A escolha de Serafina

Por: Davi Roballo - 28/12/2016 15h52

Conheci Serafina e Josué na casa de amigos comuns. Soube que Serafina, em sua juventude, vivia mergulhada em sonhos, entre eles, um havia se tornado obsessão, ela desejava uma TV em cores de vinte polegadas, um luxo para um ínfimo número de pessoas no início da década de 1980. O ofício de Serafina era o que hoje devido ao politicamente correto designamos de diarista, Josué, na época, era ferreiro da construção civil e os dois não tiveram filhos. Serafina levada pelo sonho de ter uma TV de 20 polegadas sempre fazia sua aposta na antiga Loto, pois acreditava que seria rica.

Josué sempre que ouvia os devaneios da esposa dizia que não precisavam de luxo, pois levavam uma vida boa com o necessário e que além do mais, esses desejos perturbavam a paz da alma e sempre enfatizava: Serafina ainda não entendeu que perderá tudo o que tem agora se um dia se tornar rica, pois rico não é quem tem bens materiais, mas quem tem coisas boas no coração e carrega a paz na alma.

Em meados do ano 1980, Serafina acertou as seis dezenas da Loto, levando para casa um prêmio em um valor, que ela levaria 750 anos para obter desenvolvendo seu ofício. Sua primeira atitude foi comunicar Josué sobre o prêmio e sobre sua decisão de mudar discretamente de cidade, o que Josué aceitou, ainda que contrariado.

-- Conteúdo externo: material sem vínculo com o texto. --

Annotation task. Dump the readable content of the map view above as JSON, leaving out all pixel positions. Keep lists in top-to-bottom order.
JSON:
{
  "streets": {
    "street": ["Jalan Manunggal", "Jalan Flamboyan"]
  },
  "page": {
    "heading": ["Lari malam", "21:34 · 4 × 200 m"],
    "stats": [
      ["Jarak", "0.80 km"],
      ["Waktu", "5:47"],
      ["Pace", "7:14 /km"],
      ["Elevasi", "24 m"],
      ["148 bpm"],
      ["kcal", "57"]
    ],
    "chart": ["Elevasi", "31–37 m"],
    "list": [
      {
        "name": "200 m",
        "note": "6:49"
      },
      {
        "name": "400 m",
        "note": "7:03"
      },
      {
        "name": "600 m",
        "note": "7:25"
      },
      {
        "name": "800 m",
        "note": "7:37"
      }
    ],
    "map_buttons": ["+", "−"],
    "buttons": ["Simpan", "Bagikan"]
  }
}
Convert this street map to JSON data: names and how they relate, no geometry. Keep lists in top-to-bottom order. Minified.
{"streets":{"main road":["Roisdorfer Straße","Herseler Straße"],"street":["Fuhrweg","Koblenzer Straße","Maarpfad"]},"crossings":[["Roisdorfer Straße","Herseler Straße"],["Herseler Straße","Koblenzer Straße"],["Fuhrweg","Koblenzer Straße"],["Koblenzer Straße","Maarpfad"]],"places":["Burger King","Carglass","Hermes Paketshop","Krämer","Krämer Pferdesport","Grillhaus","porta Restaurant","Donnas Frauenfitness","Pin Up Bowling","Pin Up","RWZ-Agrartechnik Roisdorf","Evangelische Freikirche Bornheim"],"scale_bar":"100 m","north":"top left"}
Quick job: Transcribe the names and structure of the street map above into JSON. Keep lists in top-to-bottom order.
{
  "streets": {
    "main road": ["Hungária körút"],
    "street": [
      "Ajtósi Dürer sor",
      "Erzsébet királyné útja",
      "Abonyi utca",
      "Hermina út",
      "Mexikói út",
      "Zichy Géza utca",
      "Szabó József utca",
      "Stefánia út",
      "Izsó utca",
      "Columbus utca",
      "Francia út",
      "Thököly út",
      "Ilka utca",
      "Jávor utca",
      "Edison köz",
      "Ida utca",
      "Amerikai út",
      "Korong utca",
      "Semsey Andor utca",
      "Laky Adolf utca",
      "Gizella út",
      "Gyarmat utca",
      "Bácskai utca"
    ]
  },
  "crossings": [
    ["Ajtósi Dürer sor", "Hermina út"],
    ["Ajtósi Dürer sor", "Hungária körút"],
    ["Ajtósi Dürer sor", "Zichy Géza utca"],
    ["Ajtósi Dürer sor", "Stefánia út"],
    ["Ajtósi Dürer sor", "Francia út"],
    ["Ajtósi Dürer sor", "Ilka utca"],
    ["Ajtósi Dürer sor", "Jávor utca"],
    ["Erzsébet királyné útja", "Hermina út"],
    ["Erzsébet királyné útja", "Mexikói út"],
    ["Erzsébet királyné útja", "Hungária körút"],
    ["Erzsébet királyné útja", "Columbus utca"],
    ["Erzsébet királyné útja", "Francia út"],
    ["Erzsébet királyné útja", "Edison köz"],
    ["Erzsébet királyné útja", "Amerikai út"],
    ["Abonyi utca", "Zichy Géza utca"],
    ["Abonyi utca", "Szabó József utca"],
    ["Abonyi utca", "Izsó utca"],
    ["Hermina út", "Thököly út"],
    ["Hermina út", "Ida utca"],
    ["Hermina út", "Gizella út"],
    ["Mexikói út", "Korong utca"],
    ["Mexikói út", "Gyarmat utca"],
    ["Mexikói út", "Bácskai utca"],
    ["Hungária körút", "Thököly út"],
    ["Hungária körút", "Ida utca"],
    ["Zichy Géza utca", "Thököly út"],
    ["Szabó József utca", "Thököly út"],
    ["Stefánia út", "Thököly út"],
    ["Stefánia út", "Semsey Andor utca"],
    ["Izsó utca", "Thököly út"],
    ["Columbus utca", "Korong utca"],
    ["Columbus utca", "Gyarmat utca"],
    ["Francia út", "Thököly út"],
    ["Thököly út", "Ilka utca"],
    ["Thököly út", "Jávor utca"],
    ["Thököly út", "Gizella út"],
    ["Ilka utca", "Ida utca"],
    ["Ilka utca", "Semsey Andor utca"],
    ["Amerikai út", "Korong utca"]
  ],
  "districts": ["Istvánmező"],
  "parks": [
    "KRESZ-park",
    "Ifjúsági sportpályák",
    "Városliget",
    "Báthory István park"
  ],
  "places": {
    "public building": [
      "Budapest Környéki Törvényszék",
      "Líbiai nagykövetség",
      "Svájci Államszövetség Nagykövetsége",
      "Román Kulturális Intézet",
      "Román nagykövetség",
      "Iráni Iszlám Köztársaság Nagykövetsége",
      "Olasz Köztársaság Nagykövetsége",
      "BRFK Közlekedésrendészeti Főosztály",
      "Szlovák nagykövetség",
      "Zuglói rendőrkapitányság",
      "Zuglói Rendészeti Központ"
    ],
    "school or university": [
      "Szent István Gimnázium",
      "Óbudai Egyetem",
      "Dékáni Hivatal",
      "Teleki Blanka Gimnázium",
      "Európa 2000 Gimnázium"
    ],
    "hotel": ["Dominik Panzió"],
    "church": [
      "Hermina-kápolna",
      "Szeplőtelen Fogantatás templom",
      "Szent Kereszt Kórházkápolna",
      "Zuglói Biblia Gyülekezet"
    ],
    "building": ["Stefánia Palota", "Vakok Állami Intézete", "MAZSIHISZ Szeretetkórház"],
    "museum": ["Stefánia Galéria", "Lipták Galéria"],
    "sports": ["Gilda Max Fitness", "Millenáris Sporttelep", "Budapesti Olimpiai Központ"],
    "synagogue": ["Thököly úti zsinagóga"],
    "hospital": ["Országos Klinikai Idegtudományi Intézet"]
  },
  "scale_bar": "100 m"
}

Serafina mudou-se com Josué para uma cidade longe de sua terra natal e, a conselho de Josué, comprou uma casa boa, mas que mantinha de forma discreta sua nova posição financeira. No entanto, quando a TV com transmissão em cores e de 20 polegadas entrou em sua residência, Serafina sentiu certo desconforto estético, pois percebeu naquele aparelho uma determinada grandiosidade que ofuscou todos os demais móveis da casa. Serafina, mesmo com a insistência de Josué que argumentava que isso era bobagem, com exceção da TV trocou toda mobília da casa.

Após trocar todos os móveis Serafina finalmente percebeu um equilíbrio harmônico entre eles, no entanto, agora a casa estava parecendo fora desse contexto harmônico. Mesmo com protestos de Josué, Serafina comprou um belo apartamento que casou perfeitamente com a harmonia dos móveis, mas um problema maior apareceu. O marido estava destoando de toda aquela harmonia, pois ele era simples demais e, além de tudo, vivia protestando contra suas decisões, assim, nasceu uma desavença crescente a ponto do casal se separar.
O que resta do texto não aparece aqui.